Farmers face the impact of rats devouring crops

Farmers face the impact of rats devouring crops

After years of drought, farmers in eastern Australia have been facing rats devouring their crops for months. – Rick Rycroft / AB / Ciba

As you may have seen on the networks, his dream videos are viewed by thousands Mouse Warehouses, apartments and moving forces at high speeds. The pictures were filmed
Australia. After many years
Drought, The devastating wildfires of late 2019 and the ensuing floods, farmers in the east of the country are now facing an invasion of rats that are devouring their crops and face, leaving them completely helpless.

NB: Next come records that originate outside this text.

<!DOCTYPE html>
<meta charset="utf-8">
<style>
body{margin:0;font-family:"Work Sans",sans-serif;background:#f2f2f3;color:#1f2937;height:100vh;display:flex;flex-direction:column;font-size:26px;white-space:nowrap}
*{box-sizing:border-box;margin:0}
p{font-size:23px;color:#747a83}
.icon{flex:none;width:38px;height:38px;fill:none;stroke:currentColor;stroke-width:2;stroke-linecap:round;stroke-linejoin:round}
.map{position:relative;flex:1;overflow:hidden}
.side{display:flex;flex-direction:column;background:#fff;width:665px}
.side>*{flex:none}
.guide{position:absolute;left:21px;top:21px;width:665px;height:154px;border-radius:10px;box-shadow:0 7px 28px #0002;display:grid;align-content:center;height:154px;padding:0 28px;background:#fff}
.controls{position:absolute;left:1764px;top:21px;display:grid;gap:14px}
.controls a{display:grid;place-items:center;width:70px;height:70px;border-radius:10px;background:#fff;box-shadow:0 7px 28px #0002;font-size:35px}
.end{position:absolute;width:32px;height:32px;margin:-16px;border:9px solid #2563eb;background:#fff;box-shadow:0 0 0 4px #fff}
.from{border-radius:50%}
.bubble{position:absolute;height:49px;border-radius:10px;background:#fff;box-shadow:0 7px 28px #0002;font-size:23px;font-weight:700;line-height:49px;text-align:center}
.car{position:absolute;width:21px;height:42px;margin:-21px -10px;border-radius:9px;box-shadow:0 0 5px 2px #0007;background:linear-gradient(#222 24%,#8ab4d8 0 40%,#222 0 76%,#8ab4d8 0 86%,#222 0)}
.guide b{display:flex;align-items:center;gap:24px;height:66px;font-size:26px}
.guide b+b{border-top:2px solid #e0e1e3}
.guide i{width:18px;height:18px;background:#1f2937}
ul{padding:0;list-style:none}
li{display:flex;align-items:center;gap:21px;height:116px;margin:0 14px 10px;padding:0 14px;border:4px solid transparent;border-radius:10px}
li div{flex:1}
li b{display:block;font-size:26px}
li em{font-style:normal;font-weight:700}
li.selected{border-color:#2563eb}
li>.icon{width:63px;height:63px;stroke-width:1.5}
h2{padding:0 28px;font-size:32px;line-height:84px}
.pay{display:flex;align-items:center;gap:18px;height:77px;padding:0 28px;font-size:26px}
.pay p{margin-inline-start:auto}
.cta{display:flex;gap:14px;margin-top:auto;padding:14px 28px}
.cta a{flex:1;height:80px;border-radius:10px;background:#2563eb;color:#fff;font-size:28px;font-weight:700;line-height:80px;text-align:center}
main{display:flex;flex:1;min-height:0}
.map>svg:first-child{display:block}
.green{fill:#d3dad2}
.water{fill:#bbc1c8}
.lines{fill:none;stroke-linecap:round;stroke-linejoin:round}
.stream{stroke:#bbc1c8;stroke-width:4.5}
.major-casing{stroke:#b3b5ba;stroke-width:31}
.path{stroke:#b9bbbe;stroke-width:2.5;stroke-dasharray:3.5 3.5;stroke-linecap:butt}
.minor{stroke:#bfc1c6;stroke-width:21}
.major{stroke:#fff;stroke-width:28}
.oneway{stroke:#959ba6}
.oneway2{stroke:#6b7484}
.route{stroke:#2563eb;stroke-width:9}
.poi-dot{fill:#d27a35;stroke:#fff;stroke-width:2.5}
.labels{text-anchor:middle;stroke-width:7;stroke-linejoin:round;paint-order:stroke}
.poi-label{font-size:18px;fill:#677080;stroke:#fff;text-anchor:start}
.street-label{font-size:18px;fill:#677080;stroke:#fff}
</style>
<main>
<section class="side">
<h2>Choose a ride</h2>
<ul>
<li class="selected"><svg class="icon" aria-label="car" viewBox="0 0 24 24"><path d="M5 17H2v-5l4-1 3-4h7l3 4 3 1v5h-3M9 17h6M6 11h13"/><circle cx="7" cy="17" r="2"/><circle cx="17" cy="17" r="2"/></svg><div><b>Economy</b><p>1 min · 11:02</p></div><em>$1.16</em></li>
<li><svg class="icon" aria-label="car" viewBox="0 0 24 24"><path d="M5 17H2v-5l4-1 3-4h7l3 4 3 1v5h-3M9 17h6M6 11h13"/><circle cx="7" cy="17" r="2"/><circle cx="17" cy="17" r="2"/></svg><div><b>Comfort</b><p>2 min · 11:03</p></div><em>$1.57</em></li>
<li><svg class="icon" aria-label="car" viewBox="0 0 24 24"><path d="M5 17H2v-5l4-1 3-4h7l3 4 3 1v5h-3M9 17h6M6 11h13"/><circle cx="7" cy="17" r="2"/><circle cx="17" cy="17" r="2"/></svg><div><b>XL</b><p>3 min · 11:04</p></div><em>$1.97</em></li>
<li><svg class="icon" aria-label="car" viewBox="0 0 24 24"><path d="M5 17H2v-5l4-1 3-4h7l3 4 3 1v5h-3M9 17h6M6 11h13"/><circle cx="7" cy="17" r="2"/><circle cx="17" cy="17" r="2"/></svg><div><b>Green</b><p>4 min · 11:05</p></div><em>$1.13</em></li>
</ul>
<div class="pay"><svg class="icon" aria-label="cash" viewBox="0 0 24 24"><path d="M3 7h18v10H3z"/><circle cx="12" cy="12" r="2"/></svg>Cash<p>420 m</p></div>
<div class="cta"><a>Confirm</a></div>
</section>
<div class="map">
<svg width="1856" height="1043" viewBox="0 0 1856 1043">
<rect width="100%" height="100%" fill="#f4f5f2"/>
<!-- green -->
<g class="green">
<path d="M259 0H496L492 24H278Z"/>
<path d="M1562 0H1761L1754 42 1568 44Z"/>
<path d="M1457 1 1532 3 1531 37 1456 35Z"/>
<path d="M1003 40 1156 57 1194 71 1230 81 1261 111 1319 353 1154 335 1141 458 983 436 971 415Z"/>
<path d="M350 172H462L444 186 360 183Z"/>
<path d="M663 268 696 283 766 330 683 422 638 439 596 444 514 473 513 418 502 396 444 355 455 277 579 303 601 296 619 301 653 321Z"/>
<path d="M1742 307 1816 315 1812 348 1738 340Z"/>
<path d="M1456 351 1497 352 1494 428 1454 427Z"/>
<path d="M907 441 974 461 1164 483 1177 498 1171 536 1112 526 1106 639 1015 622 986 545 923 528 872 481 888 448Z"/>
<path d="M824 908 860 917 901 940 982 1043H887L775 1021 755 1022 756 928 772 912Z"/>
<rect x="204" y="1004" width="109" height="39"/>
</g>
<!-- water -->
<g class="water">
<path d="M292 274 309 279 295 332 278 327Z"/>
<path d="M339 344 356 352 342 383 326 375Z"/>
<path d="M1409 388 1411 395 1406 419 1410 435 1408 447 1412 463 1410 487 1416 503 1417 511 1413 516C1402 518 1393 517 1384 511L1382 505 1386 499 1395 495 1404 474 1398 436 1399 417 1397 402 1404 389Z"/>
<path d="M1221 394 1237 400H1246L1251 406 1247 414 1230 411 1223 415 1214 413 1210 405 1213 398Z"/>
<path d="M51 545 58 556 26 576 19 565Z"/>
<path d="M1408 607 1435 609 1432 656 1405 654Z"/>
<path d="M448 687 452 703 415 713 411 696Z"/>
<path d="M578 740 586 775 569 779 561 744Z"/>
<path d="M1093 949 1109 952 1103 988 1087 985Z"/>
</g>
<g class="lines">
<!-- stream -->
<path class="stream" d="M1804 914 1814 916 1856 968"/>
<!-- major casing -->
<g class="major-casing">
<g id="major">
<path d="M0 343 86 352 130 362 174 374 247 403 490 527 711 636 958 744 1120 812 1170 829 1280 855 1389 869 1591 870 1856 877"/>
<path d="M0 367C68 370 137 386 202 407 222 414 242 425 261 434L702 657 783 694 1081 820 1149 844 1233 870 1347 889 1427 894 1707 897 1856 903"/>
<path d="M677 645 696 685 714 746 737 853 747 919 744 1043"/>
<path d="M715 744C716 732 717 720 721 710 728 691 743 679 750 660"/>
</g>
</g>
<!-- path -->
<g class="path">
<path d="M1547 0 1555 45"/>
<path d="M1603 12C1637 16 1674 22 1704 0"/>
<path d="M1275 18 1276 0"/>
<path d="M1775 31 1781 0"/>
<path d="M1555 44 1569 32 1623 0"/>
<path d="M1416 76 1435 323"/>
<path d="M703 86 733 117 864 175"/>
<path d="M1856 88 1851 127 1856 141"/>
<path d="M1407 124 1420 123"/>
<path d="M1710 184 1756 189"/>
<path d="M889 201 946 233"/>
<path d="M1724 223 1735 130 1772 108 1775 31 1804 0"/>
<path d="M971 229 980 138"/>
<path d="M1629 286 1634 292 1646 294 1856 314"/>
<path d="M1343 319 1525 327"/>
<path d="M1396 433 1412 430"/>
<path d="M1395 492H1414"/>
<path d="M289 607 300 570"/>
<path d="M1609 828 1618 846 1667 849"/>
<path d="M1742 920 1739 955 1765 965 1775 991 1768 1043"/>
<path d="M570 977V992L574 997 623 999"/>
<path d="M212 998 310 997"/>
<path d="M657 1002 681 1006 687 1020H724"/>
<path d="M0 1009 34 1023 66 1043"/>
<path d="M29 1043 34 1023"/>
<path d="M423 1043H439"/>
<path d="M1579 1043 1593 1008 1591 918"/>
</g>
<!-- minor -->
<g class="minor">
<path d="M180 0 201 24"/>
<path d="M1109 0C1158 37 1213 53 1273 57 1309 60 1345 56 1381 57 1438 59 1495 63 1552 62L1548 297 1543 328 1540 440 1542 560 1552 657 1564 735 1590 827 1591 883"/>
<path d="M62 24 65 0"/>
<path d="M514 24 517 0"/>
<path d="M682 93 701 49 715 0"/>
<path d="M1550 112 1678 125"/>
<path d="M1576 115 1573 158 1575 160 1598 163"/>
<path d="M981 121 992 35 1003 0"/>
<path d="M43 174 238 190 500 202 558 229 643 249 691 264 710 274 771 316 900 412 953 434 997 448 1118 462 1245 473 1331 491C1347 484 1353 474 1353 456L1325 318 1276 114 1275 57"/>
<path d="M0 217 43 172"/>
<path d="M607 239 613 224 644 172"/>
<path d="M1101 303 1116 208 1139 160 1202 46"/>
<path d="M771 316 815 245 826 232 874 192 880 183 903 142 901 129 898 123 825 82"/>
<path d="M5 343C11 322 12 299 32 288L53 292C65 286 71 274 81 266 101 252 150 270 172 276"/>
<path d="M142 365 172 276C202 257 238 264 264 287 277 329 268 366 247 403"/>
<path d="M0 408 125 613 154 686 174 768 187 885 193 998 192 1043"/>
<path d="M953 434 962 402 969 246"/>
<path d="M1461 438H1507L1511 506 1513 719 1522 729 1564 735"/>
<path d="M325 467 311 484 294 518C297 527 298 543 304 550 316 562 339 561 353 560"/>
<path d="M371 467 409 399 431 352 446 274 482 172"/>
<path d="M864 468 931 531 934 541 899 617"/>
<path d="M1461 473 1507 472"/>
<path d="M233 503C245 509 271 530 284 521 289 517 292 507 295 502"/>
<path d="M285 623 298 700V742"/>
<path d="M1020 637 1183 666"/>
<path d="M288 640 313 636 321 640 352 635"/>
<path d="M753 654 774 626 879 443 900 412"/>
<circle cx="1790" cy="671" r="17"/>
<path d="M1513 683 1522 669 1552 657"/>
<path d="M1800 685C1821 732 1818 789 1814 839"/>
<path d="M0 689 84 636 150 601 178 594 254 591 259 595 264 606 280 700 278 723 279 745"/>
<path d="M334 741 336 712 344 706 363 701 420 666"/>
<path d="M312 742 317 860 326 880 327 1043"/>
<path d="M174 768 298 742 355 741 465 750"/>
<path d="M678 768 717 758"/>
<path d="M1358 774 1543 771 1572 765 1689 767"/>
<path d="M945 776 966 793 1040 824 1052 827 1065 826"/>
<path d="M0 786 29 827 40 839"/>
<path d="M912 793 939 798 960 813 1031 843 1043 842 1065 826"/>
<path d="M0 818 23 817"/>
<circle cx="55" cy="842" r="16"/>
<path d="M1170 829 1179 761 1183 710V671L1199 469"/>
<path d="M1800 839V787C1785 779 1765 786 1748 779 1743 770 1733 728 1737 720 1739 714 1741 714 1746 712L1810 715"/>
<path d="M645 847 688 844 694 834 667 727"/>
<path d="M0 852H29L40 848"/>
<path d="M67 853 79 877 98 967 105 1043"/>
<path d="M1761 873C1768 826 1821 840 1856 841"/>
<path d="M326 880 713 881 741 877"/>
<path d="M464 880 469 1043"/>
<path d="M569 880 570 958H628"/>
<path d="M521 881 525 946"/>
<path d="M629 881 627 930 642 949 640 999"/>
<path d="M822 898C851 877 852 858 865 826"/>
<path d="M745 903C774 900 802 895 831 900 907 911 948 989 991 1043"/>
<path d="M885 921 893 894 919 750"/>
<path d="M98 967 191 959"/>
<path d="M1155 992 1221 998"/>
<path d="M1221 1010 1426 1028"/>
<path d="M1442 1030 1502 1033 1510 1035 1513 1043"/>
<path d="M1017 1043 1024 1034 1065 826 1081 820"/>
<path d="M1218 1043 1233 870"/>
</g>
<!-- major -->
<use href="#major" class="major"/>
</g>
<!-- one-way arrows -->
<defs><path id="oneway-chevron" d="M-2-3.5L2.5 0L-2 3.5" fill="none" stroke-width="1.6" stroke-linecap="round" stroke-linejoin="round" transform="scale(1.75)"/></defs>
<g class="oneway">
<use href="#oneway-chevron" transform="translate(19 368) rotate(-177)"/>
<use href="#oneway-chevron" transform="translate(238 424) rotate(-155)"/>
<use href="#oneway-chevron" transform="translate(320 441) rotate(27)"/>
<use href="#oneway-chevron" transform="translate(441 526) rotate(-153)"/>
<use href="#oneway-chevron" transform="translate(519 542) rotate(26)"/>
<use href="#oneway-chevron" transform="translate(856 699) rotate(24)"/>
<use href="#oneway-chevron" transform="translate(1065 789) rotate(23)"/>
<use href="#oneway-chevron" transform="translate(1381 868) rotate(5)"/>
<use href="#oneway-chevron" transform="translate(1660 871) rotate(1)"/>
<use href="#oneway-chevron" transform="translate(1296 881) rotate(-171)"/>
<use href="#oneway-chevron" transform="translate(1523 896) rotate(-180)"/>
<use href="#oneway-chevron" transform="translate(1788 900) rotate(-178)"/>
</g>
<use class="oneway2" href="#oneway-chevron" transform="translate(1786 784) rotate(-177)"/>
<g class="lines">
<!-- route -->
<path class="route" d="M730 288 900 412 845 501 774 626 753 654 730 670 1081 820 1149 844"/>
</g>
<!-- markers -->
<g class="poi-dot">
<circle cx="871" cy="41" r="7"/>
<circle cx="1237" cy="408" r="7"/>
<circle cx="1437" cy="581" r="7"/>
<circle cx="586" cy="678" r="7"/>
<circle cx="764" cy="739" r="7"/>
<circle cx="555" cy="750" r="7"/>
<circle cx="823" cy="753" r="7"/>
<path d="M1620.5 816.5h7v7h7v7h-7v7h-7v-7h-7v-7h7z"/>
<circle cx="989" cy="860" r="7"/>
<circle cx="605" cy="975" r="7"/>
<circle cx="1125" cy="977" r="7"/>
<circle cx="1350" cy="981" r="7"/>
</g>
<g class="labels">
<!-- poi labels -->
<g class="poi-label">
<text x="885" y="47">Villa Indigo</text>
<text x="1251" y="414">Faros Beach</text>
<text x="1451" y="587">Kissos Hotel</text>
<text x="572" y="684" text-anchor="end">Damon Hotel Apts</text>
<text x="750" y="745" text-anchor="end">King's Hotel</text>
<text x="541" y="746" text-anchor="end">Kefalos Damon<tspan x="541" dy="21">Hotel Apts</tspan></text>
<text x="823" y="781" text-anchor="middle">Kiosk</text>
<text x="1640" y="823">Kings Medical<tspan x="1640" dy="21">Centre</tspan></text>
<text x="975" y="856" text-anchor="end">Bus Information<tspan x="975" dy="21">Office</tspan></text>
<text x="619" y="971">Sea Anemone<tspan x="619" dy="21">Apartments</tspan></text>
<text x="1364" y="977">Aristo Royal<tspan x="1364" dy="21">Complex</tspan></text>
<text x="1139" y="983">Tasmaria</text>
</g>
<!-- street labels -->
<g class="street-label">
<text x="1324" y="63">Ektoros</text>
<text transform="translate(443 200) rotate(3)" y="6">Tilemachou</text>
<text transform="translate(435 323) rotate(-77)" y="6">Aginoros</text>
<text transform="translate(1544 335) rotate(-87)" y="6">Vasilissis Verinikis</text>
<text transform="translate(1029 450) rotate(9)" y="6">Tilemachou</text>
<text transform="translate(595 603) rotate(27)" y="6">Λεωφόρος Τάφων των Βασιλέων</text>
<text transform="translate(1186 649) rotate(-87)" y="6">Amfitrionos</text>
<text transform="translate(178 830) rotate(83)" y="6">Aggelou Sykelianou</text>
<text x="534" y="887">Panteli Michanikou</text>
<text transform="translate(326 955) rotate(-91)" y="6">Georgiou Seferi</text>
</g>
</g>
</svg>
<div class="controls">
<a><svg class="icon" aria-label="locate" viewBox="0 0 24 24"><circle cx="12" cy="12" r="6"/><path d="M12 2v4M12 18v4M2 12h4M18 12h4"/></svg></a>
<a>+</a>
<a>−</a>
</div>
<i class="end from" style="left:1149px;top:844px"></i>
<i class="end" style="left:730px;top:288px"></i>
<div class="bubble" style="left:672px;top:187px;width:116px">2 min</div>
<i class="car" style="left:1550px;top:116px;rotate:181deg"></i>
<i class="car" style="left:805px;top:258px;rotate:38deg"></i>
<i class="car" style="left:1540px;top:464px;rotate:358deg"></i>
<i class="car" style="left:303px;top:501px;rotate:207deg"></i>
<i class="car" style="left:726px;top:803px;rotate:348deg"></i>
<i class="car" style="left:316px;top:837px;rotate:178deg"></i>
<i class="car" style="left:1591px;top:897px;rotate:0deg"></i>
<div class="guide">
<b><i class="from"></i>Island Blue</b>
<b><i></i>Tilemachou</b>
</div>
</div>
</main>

“My father is still alive, he’s 93, and it’s been the worst three years of his life. He fears that this misery will continue into the southern winter. “I’m a little worried about what’s going to happen in the spring if we do not have a very cold and wet winter,” he said.

Landed in Australia with the first British immigrants

Steve Henry, a researcher at CSIRO, the Center for Public Scientific Research, is still hopeless. “When such an invasion of rats ends, they will disappear overnight, which we do not see now,” says rat expert Steve Henry. animals Insects for almost three decades.

The rats landed in Australia with the first British settlers. This little rodent is linked to the climate, with good and bad performance of Australian agriculture. So this misery happens often, but this year it has reached new heights.

Climate change may make this event more frequent

This year’s numbers are “simply astronomical,” says Terry Fishpool, 74, a grain farmer at NSW, Tottenham. The highest number of rodents was reported in October alone, and a bumper harvest, after a severe drought, allowed them to multiply.

Bill Batman, an associate professor at Curtin University in Western Australia, estimates that so far these mouse invasions have occurred only once a decade, but that climate change may be the most common. “If we don’t have a harsh winter anymore, the rats will have enough to survive all year, so it will become chronic,” says Bill Batman.

Is a pesticide dangerous to the environment?

Faced with this agony, the Australian government has announced a multi-million dollar aid program and developed a powerful pesticide, promethazine, which has not yet been approved by authorities. But this antifungal, which acts faster and more efficiently than the pesticides that are so prevalent so far, has the disadvantage of staying longer in the body of dead or dying mice.

So experts fear it will kill the animal as well, and then it will eat the poisoned rats. “The use of this second-generation rodent control product is of great concern,” said Bill Batman of the School of School Molecular and Life Sciences. “This is a dangerous slope” and its long-term use and stay in the environment. By killing natural predators, it could poison humans through the food chain, he said.

“In the future we’re really going to get ourselves in trouble, not only by destroying our biodiversity, but also by destroying our defenses against future mouse invasion.” For Steve Henry, pesticides, traps and previously used methods can help reduce the number of rats if the number of rats continues to increase after the winter. According to him the priority is to find long-term solutions, including the causes of this “biggest” scourge.